The Titan Arm is a bionic exoskeleton that helps people recovering from an injury or stroke regain their upper-body strength. It augments the user’s arm strength by 18 kg to reduce fatigue and rebuild muscle, and it comes with a backpack frame that prevents back injuries and poor lifting posture. The superhuman arm won this year’s James Dyson Award, which aims to inspire innovative design engineering.

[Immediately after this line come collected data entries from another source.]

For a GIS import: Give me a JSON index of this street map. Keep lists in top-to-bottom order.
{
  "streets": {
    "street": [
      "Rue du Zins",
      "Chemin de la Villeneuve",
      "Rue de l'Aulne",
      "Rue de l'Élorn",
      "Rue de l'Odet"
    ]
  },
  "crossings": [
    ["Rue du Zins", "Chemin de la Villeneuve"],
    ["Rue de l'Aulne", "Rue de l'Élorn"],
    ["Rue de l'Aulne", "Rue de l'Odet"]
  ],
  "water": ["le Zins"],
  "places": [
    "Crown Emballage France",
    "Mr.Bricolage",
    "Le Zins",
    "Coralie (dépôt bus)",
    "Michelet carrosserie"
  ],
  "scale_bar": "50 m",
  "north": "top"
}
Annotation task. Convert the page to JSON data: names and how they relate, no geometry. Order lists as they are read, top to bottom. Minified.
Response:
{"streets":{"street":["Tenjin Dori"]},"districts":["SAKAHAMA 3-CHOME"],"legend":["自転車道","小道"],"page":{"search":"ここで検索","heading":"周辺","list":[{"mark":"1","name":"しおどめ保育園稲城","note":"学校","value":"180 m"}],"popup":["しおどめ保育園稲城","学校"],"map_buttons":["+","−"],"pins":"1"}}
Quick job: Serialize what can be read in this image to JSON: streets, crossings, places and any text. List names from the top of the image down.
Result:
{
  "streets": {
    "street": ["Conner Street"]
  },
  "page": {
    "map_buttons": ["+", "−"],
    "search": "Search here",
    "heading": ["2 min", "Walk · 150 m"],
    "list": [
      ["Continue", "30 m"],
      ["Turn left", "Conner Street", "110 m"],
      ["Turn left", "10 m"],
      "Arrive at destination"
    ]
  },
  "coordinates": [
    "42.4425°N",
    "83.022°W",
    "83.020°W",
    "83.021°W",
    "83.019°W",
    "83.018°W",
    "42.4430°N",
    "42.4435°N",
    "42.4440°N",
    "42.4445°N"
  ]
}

Titan Arm was developed by engineering students at the University of Pennsylvania. The students were inspired by similar exoskeleton products such as the Ekso Bionics unit for paraplegics and the Syberdyne “Hal” suit from Japan that provides movement interpreting the wearer’s intention from biosignals. Titan Arm, however, is meant to be a cheaper, everyday solution for “occupational lifters” and people going through physical therapy. While current exoskeletons usually cost more than $100,000, Titan can be purchased for less than $2,000.
The exoskeleton has mechanical, electrical and control systems with an ergonomic form developed using CAD software, 3D printing and CNC machining. Users can control it with a joystick. The arm also incorporates sensors that help track range of motion and strength levels, which is important when dealing with people recovering from injury.
By winning the 2013 James Dyson Award, the team has received £30,000, and a further £10,000 has been awarded to the University of Pennsylvania’s engineering department.